Counting bits in a ulong

Fri Jun 5 19:45:36 UTC 2020

On Fri, Jun 05, 2020 at 07:12:43PM +0000, ttk via Digitalmars-d wrote:
> On Thursday, 4 June 2020 at 01:16:13 UTC, H. S. Teoh wrote:
> > So recently I needed to implement a function to count the number of
> > 1 bits in a ulong inside a (very) hot inner loop.
> 
> This made me wonder how well a lookup table approach would compare to
> these logical methods (and it was an excuse to blow off work a bit to
> fiddle with D).

Hooray for having an excuse to play with D! ;-)

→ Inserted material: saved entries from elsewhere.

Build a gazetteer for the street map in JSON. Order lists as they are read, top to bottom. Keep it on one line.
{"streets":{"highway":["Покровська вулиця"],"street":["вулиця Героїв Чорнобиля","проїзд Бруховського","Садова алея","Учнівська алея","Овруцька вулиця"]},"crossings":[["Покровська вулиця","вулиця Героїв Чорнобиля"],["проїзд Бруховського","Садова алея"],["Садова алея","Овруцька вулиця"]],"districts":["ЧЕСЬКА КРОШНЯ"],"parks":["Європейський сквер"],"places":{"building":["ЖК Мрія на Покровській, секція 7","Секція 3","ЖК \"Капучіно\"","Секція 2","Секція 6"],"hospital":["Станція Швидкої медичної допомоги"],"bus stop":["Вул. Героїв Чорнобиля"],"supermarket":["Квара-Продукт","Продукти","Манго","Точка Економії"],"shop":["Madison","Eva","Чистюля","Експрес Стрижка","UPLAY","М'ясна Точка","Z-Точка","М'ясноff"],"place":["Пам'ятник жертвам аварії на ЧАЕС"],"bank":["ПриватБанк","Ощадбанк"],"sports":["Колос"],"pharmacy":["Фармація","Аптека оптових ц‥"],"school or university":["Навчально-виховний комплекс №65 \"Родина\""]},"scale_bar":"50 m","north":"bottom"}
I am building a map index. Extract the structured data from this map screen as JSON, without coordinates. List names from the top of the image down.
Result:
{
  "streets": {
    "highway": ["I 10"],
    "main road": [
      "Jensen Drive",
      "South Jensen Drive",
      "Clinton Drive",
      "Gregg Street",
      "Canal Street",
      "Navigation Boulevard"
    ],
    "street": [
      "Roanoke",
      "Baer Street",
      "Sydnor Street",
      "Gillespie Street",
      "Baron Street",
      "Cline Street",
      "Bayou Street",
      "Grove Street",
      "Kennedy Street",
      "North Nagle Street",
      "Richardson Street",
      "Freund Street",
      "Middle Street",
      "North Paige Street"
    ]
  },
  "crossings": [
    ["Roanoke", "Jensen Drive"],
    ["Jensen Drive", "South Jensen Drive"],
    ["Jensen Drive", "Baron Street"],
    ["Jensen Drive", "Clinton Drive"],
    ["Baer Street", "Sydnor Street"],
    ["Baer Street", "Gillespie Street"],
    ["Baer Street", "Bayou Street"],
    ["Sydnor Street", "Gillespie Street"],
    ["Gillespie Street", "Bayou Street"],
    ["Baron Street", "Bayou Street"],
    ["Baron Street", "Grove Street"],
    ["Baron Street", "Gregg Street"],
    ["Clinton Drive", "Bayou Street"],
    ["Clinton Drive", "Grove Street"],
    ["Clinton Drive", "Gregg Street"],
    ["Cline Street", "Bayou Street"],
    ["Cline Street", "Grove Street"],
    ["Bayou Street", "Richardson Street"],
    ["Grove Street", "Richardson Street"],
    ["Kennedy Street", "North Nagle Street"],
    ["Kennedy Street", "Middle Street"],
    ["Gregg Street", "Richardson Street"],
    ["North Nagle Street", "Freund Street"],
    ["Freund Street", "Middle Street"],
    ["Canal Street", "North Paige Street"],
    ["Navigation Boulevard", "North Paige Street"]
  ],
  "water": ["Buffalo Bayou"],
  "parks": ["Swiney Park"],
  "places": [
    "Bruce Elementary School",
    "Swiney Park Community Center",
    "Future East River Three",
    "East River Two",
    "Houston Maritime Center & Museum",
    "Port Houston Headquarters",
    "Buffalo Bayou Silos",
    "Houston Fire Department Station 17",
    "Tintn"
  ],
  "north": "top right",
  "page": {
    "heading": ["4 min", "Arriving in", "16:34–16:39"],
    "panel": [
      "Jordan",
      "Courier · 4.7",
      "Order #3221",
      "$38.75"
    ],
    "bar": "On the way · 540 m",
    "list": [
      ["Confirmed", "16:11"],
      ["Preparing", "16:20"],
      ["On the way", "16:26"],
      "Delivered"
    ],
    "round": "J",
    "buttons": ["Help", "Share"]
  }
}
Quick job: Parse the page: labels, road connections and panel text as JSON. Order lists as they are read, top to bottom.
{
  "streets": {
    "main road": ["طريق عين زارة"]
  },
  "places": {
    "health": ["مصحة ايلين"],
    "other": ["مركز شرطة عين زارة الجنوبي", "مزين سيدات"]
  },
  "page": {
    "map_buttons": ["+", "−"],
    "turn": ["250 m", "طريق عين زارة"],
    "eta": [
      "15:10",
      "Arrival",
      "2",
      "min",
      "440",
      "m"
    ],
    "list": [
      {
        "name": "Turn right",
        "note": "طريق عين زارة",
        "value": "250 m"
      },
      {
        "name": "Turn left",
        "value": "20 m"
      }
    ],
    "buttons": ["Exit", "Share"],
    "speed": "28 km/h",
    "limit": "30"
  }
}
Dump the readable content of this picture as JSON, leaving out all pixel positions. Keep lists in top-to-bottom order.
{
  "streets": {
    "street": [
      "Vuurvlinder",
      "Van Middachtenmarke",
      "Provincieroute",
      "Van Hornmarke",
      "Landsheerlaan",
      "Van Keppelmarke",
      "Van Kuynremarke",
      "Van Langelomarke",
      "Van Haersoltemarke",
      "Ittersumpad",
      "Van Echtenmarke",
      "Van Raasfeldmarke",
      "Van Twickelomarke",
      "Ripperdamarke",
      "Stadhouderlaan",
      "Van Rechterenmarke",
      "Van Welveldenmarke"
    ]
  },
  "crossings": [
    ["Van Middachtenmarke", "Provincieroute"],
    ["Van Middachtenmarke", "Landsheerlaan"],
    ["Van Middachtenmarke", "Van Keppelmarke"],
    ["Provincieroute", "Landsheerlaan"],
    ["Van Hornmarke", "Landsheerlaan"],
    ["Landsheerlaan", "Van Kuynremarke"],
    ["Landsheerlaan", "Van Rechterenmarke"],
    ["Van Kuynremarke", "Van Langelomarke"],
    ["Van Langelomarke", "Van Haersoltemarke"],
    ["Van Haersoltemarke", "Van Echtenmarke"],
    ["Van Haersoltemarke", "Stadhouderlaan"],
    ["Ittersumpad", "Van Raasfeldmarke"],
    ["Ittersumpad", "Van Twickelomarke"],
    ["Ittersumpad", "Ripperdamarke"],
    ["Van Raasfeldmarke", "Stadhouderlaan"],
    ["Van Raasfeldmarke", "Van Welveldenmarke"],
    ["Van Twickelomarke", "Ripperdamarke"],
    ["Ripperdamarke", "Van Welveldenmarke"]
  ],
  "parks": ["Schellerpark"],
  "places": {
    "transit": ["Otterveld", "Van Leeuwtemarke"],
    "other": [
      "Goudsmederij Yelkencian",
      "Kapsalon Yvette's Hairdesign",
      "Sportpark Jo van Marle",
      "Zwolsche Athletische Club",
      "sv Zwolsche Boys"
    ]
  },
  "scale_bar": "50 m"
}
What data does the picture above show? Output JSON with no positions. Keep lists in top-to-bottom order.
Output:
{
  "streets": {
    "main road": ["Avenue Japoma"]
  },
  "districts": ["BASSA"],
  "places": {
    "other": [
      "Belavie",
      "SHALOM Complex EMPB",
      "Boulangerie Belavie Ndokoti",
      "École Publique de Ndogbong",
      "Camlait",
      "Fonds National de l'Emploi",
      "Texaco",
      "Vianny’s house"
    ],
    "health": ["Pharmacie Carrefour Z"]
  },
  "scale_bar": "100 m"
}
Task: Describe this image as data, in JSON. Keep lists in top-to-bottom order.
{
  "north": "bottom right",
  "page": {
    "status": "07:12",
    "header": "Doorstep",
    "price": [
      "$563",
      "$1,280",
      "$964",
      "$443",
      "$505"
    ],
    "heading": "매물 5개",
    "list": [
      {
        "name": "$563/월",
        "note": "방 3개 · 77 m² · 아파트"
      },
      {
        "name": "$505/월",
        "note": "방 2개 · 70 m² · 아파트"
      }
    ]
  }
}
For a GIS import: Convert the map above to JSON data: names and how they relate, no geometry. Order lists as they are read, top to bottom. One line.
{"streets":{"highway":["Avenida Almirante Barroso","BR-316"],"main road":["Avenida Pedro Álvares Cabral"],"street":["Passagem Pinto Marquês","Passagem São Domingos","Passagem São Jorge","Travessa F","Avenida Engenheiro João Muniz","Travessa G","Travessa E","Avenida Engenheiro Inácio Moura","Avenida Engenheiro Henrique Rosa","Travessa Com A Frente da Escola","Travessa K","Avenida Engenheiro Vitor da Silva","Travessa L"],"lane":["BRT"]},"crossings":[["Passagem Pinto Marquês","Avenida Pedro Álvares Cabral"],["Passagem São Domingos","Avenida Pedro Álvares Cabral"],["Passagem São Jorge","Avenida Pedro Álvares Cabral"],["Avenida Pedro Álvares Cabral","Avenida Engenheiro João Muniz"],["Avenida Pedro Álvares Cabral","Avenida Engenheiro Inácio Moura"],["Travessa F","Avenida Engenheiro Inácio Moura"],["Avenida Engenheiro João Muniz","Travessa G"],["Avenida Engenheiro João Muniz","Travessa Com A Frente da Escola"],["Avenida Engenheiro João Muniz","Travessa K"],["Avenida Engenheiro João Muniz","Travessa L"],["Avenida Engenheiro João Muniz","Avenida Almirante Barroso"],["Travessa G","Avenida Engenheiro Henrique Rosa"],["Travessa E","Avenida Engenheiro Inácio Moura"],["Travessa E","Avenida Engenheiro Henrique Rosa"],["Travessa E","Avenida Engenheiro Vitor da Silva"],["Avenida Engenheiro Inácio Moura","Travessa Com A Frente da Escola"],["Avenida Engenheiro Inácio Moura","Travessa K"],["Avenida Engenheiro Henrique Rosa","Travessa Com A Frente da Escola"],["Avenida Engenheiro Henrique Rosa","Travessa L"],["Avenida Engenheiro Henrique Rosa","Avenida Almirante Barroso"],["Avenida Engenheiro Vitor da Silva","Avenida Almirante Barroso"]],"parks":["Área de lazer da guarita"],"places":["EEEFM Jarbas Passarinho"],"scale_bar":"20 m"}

> The popcnt instruction is going to blow away all of these, of course,
> but it still seems like a worthwhile exercise, if only to get a feel
> for how purely in-register logic performance compares to cache access
> performance on modern "big" CPUs.
> 
> ttk at kirov:/home/ttk/prog/D$ ./popcount
> Starting tests, which take about 10 seconds each
> Naive:         5596740 iter/sec
> Parallel:      166352970 iter/sec
> Kernighan:     47668800 iter/sec
> Lookup 8-bit:  467161540 iter/sec
> Lookup 16-bit: 826179570 iter/sec
> 
> It surprised me a bit that the 16-bit lookup wasn't closer to 2.0x the
> performance of the 8-bit lookup, since both lookup tables fit well
> within the L1 cache.

You might be running into alignment issues, possibly. For one thing, why
does LOOKUP_1 have 257 elements instead of 256? That last byte is never
accessed. Similarly, LOOKUP_2 doesn't need 65537 elements, that last
element is redundant.

> Source is here .. a bit large, since I manually unrolled loops 100x to
> minimize the impact of looping logic (particularly the now() call):
> 
> http://ciar.org/h/popcount.d

There's no need to manually unroll the code: just use static
foreach, since the code is identical every iteration! :-P

> I ran this on an Intel Core i7-9750M @ 2.6GHz, with 192KB L1 / 1.5MB
> L2 / 12MB L3 caches, compiled with dmd v2.088.1 via "dmd -O
> popcount.d" on Slackware-current.

I don't trust performance results with dmd, so I tested it on `ldc2 -O3`
instead:

	Starting tests, which take about 10 seconds each
	Naive:         25665230 iter/sec
	Parallel:      124692900 iter/sec
	Kernighan:     40680010 iter/sec
	Lookup 8-bit:  1532505390 iter/sec
	Lookup 16-bit: 1690195340 iter/sec

Something is up with the 16-bit lookups. Why is it only barely faster
than 8-bit lookup?

Disassembling shows that the code was *not* duplicated 100 times;
apparently LDC's aggressive optimizer noticed that `count` is reassigned
every unrolled iteration, so all except the last are no-ops. You need to
do something with `count` that isn't immediately killed by the next
unrolled iteration, otherwise your painstakingly copy-n-pasted
iterations will all be elided by the optimizer. :-P

OR'ing `count` into ACCUMULATOR after every count is probably what you
need to do here.

T

-- 
"640K ought to be enough" -- Bill G. (allegedly), 1984. "The Internet is not a primary goal for PC usage" -- Bill G., 1995. "Linux has no impact on Microsoft's strategy" -- Bill G., 1999.